Prompt:
Copy out all lines from the material that contain the string "import".

Record set:
•••••

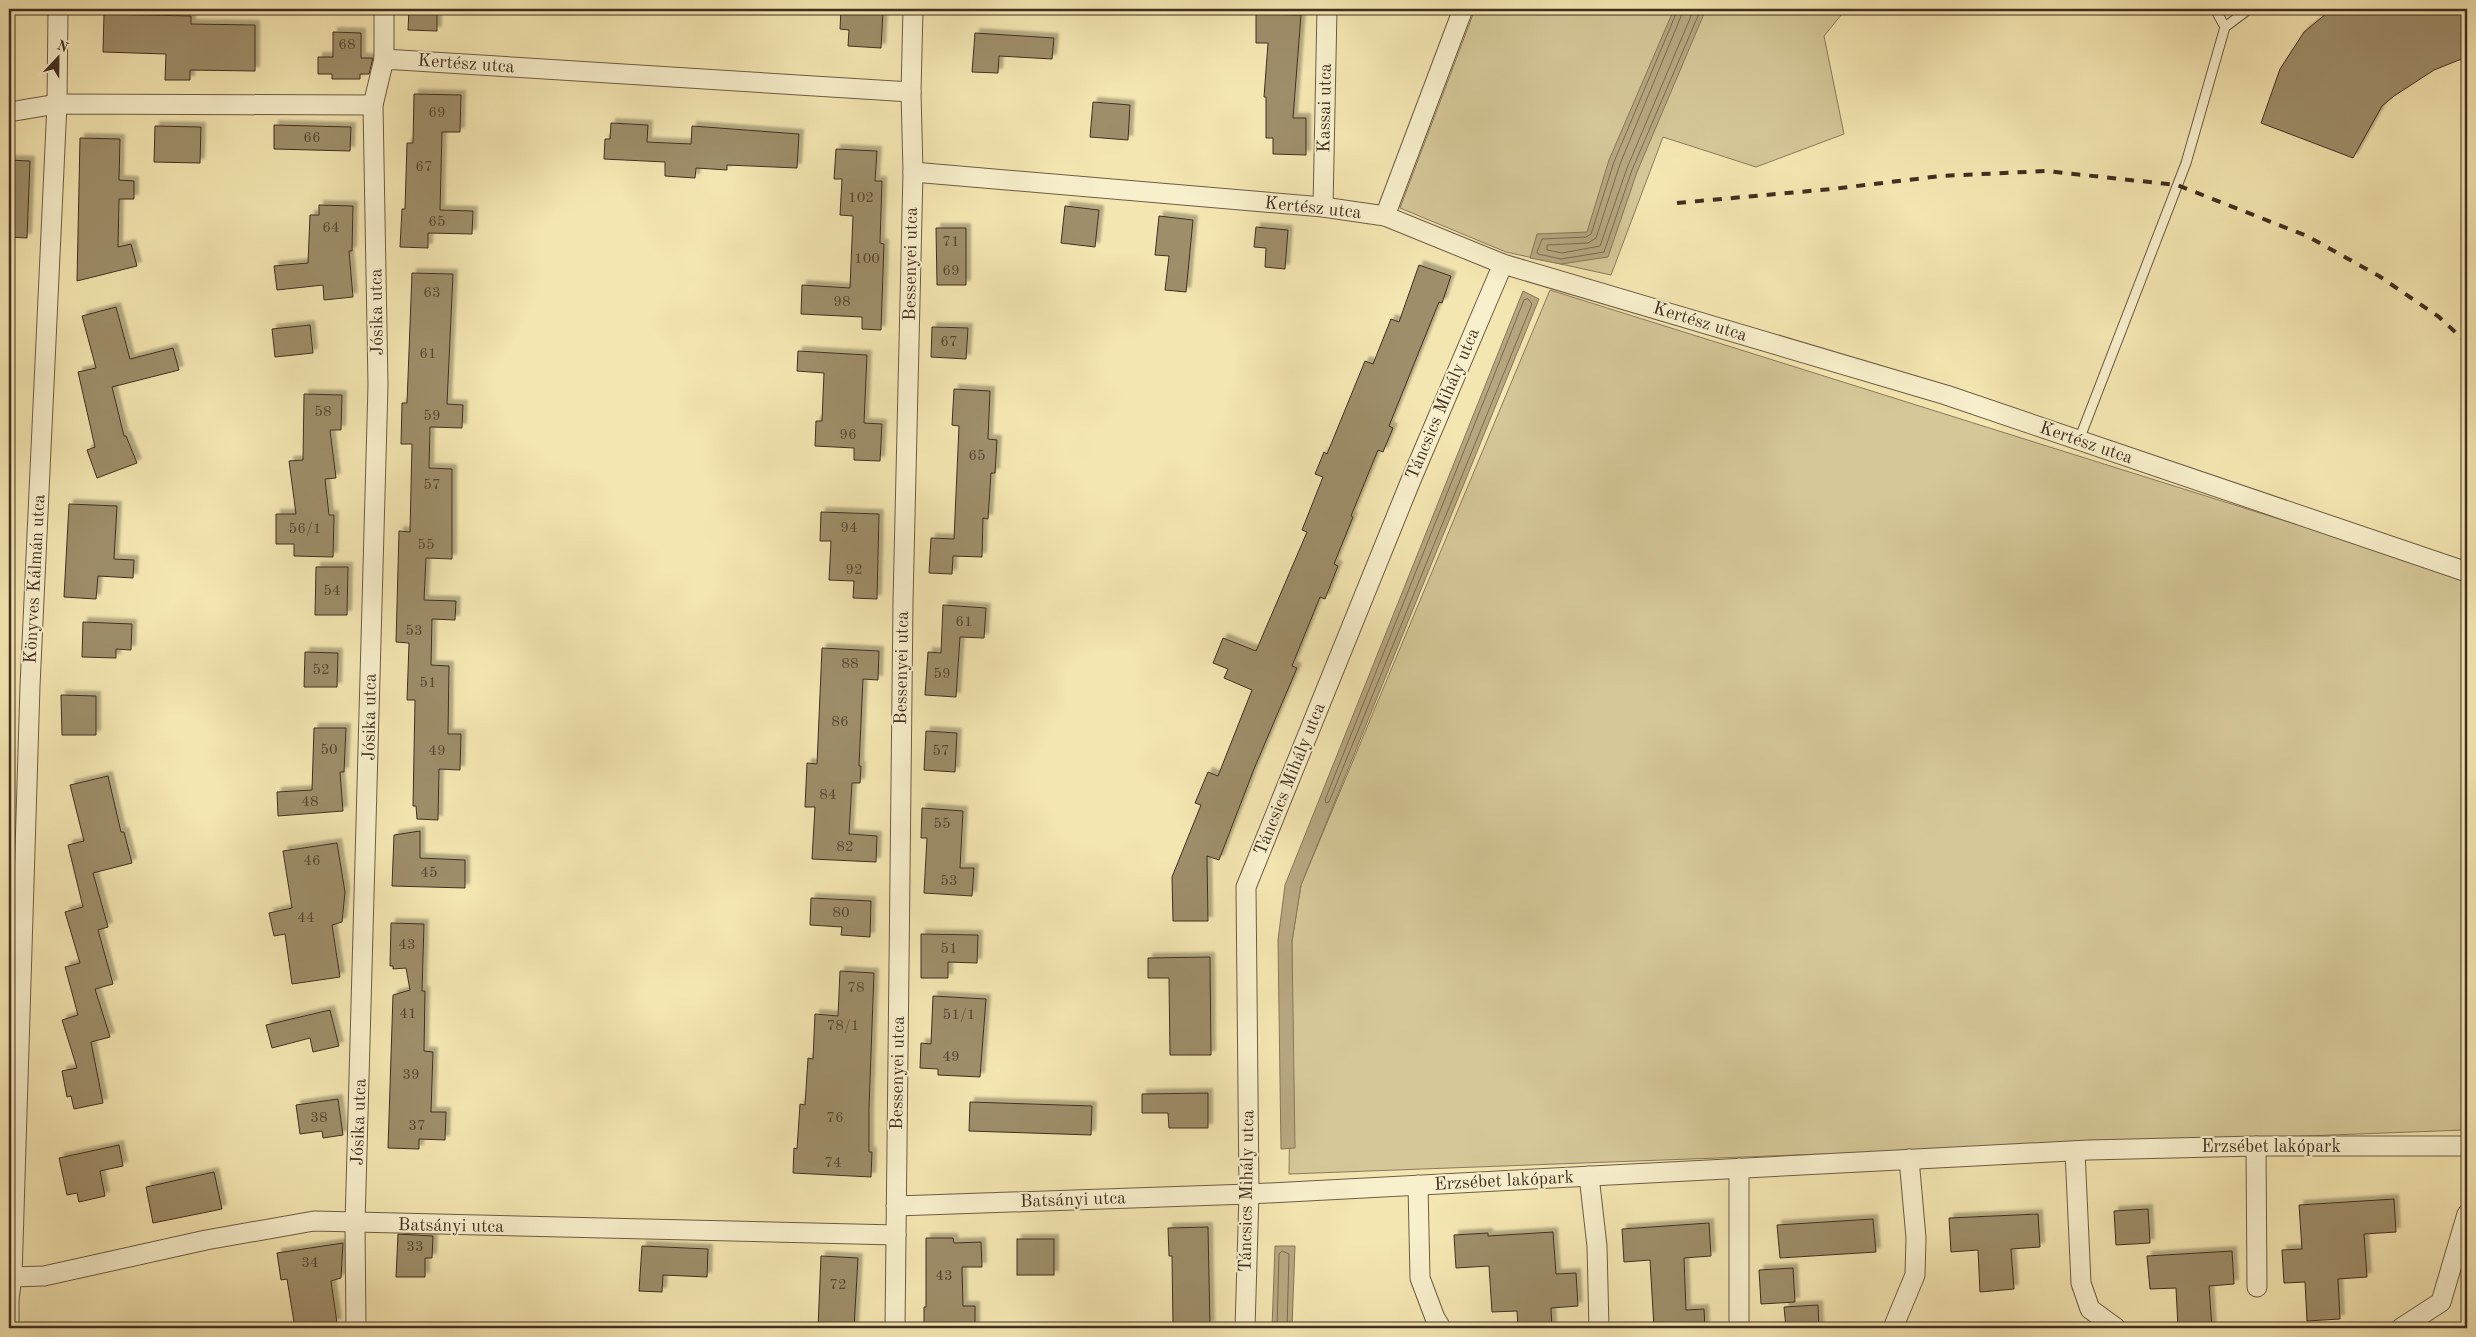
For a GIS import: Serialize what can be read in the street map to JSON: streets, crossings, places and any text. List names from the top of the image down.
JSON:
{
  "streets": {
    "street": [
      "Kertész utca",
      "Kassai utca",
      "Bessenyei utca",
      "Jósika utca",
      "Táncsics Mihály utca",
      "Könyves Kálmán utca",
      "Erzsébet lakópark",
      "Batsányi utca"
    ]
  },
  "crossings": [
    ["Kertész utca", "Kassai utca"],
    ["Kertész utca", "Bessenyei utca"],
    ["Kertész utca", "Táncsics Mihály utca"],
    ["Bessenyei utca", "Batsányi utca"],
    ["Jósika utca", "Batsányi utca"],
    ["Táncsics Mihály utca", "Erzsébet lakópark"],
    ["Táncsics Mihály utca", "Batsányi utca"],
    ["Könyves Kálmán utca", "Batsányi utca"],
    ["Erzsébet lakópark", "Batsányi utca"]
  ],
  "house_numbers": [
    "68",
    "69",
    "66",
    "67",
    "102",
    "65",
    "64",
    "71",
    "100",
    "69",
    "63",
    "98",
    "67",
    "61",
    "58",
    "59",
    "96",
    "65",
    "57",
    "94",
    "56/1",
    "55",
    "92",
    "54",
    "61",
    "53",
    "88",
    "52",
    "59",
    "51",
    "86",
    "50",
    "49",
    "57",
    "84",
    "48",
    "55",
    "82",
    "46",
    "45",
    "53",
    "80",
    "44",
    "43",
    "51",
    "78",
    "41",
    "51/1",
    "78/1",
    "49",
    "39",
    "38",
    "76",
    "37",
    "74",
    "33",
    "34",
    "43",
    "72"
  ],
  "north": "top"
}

•••••

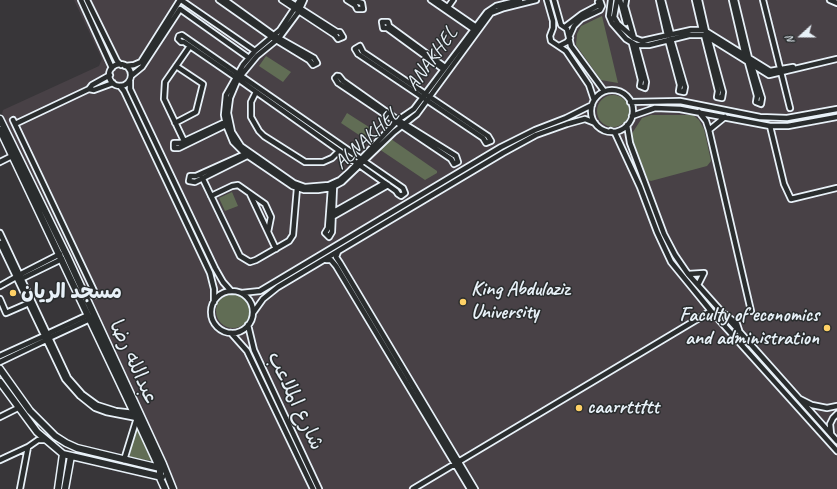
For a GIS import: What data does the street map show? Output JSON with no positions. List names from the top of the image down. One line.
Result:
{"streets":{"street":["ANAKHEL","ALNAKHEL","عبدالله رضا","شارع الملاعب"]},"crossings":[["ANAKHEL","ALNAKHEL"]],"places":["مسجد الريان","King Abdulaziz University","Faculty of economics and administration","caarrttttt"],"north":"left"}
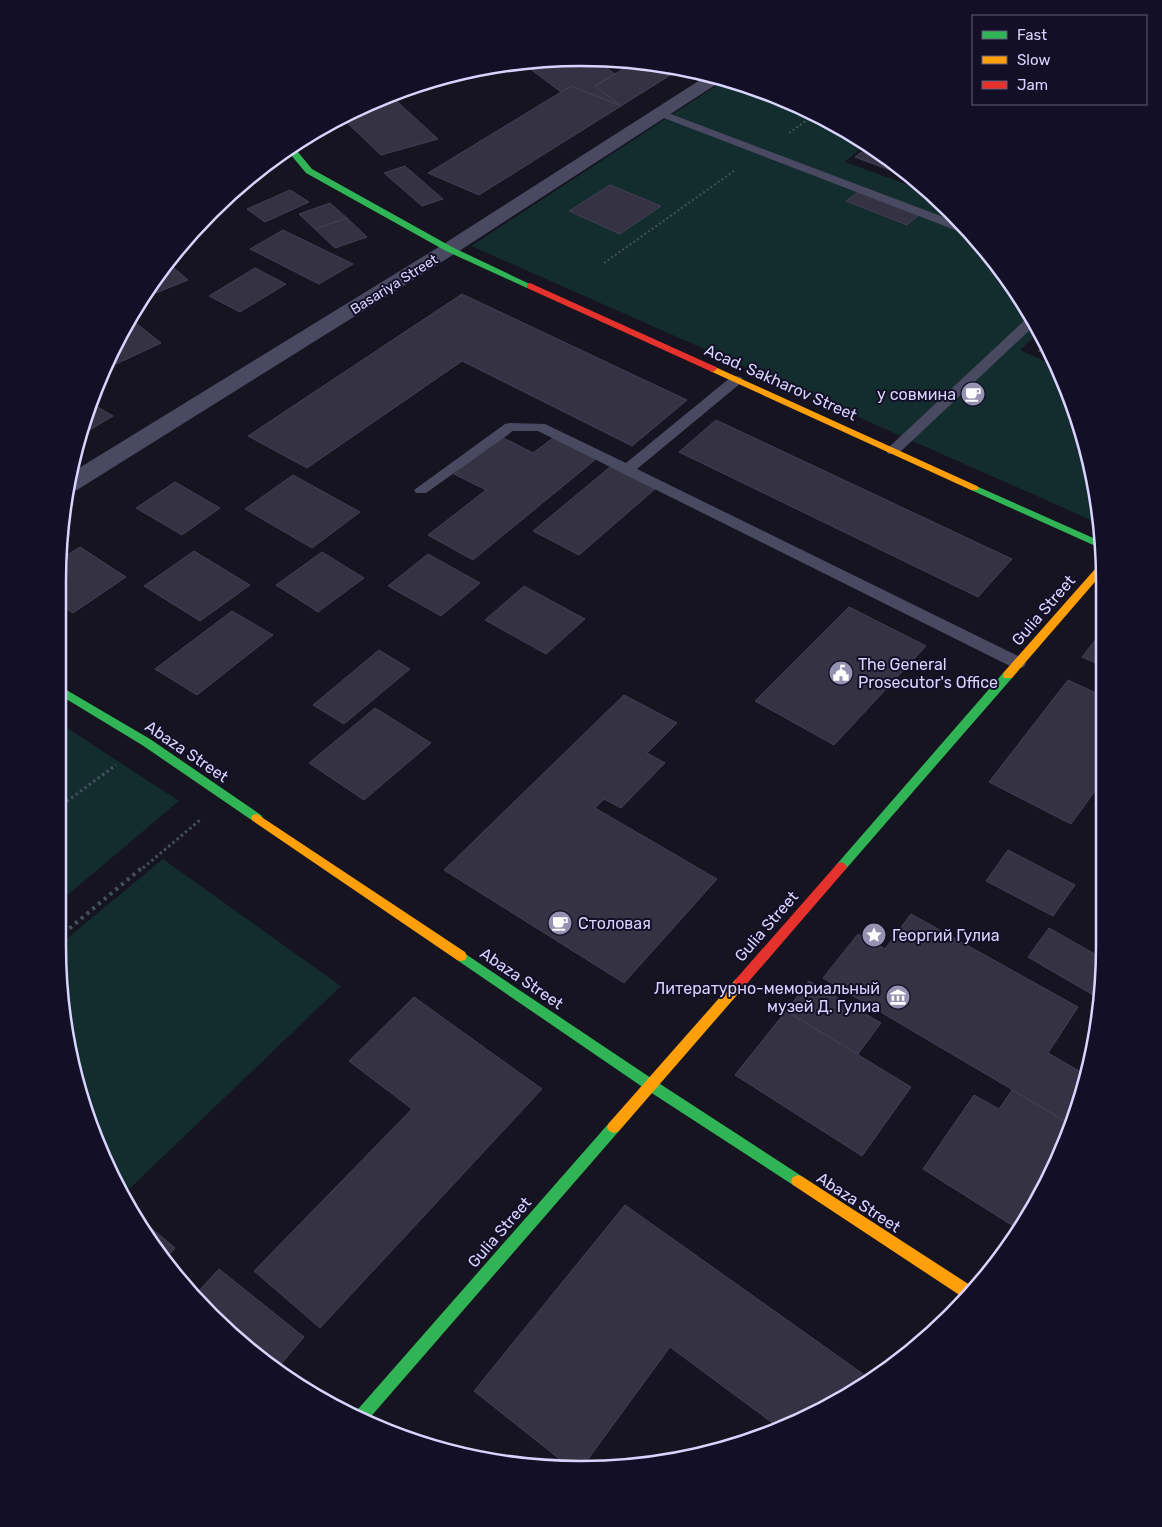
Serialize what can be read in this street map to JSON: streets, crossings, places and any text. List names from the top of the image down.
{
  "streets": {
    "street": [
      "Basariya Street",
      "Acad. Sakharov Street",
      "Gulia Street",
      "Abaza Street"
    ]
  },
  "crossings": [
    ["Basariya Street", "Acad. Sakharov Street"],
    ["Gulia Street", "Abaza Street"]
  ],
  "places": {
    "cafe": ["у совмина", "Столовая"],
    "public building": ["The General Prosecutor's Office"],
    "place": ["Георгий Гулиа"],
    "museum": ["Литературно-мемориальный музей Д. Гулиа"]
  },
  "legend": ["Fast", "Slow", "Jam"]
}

•••••

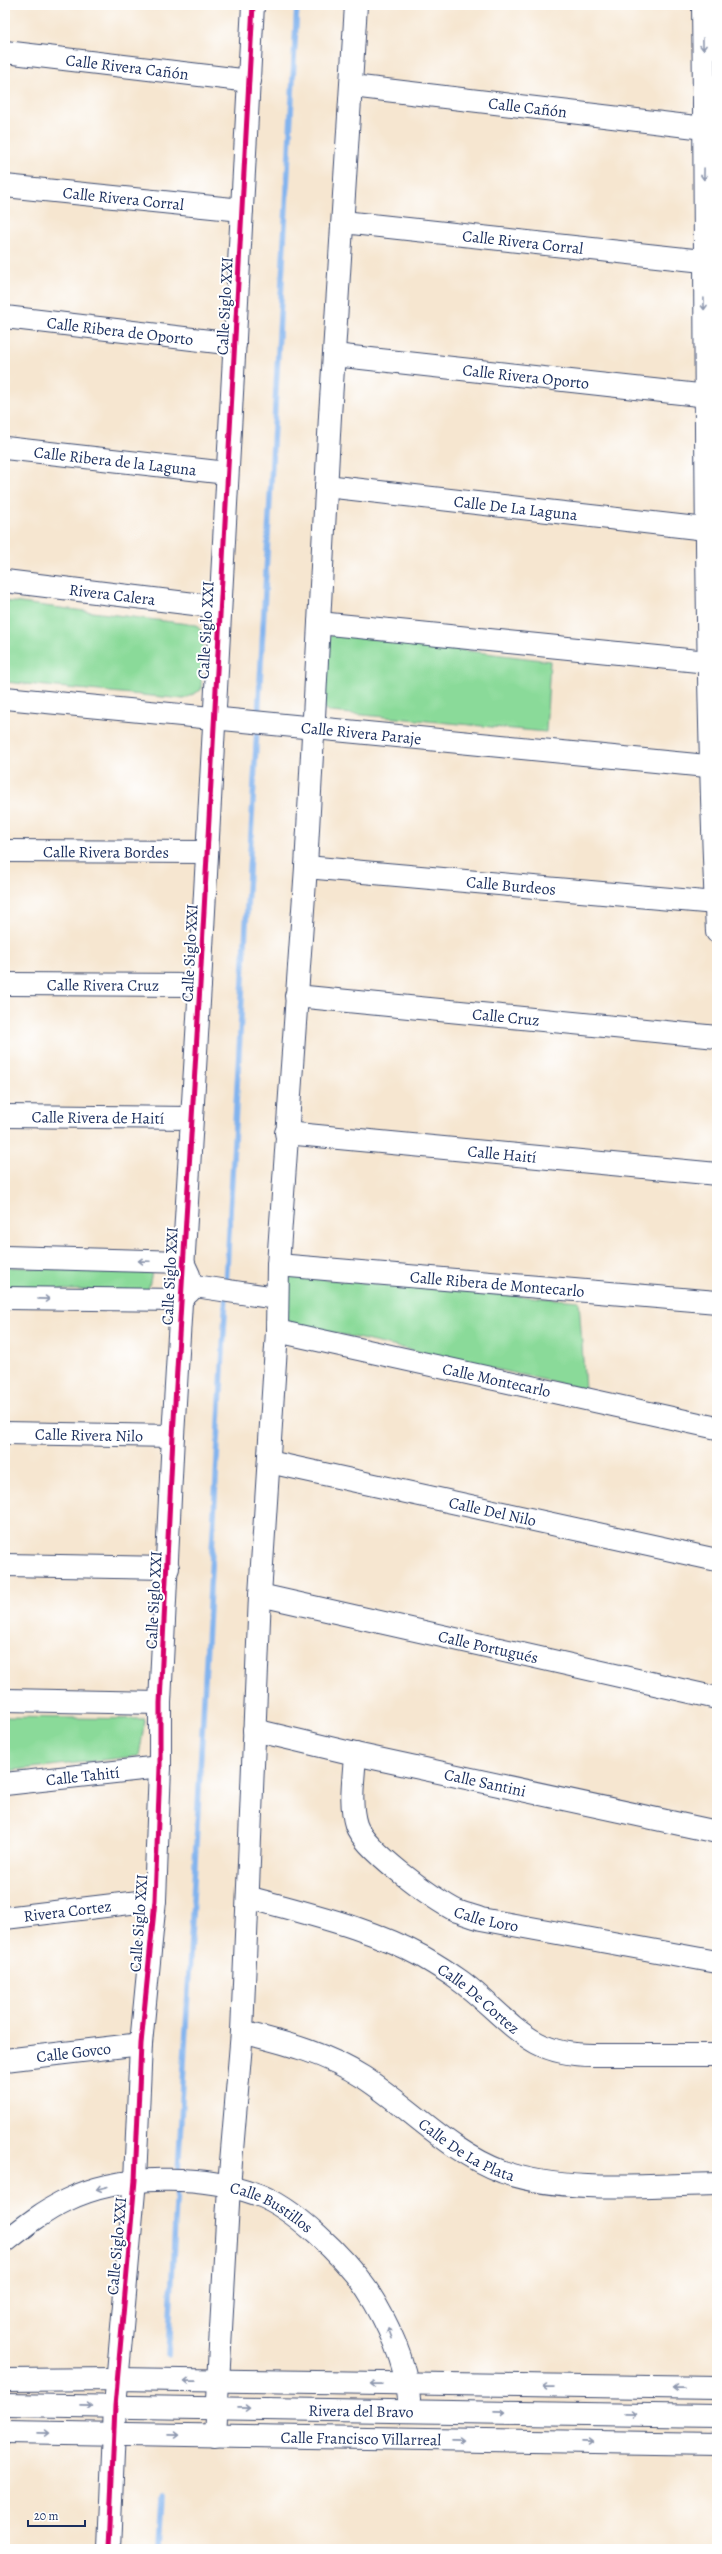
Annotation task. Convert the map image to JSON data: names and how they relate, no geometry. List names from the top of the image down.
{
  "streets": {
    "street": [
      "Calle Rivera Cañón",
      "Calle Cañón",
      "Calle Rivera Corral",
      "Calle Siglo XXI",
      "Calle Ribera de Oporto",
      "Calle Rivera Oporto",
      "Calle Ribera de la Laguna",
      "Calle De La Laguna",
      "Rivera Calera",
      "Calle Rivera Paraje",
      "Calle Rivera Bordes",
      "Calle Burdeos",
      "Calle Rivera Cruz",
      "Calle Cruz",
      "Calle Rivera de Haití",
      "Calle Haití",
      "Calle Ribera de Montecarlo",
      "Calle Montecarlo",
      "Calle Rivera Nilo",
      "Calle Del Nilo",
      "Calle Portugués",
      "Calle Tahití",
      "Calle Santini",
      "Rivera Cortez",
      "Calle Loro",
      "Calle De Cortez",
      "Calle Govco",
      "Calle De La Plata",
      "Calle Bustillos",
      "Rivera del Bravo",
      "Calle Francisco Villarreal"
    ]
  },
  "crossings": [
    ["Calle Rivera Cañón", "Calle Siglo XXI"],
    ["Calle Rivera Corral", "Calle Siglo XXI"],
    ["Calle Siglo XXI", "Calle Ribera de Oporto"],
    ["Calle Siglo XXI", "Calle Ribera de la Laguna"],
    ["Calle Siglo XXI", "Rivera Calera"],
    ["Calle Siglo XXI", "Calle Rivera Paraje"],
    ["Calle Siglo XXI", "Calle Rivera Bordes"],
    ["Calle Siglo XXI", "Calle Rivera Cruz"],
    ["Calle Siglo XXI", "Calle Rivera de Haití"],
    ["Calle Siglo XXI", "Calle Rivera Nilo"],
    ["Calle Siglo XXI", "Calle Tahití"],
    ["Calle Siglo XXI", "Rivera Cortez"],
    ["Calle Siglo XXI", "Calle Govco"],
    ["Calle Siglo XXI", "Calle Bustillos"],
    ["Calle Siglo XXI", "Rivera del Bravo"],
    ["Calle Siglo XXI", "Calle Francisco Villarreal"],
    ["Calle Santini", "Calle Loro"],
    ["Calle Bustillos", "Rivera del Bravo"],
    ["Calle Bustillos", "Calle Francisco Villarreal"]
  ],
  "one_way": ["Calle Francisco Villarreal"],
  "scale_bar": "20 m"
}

•••••

Reply to the task:
For a GIS import: Serialize what can be read in the street map to JSON: streets, crossings, places and any text. List names from the top of the image down.
For a GIS import: What data does the street map show? Output JSON with no positions. List names from the top of the image down. One line.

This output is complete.